As you know, on Friday’s I participate in a blog hop. On the bottom of either my Friday or Saturday posts the other blogs in the hop appear. I always take time to click on a few that interest me. I discover a wealth of information as well as different points of view on things I often think about. Our blog hop is hopping it’s way through the alphabet and last Friday was the letter “H”. One post was billed as H is for Happy, Happy, Happy. When I clicked on it I found the name of the blog was Where Do I Fit In?. Upon reading it, the comment I left the blogger was “This is one of the best explanations I have ever read about why a person believes”, and I wanted to share it with you.
And so, as another day goes by, I take a look around at the things I own, nod, and know that while my possessions make me smile, they are not the source of my happiness, and…I have written.

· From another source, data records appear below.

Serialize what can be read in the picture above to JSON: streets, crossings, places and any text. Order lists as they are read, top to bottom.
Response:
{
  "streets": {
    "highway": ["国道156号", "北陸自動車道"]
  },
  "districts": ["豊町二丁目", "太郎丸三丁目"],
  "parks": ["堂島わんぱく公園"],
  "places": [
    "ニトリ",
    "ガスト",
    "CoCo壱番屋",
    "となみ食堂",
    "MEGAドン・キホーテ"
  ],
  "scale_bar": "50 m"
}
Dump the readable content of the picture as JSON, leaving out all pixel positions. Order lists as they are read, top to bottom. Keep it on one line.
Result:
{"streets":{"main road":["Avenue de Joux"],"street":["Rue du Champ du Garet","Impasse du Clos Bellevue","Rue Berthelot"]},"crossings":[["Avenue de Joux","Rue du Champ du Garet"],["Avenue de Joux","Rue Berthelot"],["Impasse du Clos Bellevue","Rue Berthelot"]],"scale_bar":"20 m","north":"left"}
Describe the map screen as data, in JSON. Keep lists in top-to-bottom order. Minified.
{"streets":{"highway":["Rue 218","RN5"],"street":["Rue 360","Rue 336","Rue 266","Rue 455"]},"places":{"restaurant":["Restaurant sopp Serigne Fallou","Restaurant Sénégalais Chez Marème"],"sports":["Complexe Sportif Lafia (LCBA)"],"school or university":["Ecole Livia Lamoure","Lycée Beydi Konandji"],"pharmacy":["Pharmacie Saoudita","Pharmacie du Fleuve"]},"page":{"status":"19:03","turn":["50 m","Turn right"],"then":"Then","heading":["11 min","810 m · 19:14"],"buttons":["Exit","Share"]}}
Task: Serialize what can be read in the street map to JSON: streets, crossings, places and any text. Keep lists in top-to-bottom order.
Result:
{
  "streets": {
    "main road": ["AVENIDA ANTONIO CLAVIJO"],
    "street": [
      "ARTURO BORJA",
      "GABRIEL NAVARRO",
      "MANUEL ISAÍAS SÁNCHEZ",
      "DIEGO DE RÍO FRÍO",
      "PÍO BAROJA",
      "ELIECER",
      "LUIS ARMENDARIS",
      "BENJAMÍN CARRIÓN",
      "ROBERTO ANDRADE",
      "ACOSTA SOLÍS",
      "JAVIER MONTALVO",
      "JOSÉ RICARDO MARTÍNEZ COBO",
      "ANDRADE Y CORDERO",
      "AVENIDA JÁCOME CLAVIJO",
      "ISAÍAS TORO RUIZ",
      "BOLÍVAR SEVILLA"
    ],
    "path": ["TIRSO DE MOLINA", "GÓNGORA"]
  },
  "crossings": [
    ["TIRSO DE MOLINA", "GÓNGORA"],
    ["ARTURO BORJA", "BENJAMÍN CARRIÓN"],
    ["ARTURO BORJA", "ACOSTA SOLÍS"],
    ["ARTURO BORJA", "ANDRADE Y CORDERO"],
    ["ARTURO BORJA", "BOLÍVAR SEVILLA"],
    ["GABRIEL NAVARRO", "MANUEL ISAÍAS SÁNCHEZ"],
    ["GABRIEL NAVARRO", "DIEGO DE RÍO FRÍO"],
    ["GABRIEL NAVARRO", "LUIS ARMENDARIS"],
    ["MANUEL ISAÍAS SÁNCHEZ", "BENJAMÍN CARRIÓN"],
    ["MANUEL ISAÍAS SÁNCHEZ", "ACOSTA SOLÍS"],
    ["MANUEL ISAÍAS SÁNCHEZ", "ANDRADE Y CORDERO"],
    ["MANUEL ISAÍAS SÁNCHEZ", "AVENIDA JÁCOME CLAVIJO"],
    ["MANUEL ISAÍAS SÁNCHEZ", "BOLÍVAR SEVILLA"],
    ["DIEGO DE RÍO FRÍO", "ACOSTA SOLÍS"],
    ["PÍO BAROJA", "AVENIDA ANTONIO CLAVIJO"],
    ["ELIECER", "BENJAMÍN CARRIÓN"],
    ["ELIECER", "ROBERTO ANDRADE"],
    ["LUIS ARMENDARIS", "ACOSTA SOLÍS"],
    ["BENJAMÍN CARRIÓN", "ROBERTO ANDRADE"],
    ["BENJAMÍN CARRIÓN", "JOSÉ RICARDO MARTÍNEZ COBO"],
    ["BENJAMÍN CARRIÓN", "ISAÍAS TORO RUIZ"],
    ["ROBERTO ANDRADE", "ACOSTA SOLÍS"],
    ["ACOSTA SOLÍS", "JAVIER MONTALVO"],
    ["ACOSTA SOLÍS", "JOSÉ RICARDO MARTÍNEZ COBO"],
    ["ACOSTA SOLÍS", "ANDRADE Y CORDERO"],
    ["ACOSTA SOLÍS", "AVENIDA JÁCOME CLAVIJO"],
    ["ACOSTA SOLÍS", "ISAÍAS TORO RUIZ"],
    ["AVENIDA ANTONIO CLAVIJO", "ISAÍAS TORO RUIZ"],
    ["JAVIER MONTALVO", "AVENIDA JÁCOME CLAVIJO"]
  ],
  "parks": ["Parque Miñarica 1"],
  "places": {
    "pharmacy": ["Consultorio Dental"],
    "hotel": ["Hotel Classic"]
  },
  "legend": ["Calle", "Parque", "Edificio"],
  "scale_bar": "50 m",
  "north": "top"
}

September 16th, 2013 Do you write? Anything. Short stories? Poetry? Young adult stories? Non-fiction? Do you have a story hidden in your heart that needs to be told? If you have ever wondered if you could really be a writer, this is your lucky day! The Cape Cod Writers Center is sponsoring a writing contest. This is not only for local Cape Cod Writers. This is countrywide. Anyone, anywhere can submit a piece in a number of different categories.
Oh yeah, I hear you.
Me? A writer? I mean I write some stuff, but enter a writing contest? Nah. Not me.
Then….
Hmm…you really think I should? I mean, I have a story…
Yes! Yes, you should. It’s only a contest. You may not even place in it. But you know what you will have done? You will have walked to the edge of your comfort zone. You will have given life to a “what if” that’s been banging around in your brain for years. You will have given life to a story that just needs to be told. Yes, you should submit because it will get you off that ledge. You will type something. You will experience a whole new zone.
Write your story. Hit send. Who cares what happens? The important part is that you will have learned something about your hidden self.
And so, as another day goes by, go ahead – hit Cape Cod Writers Center Writing Contest and let your spirit come alive and soar, and…I have written. (And YOU can too!)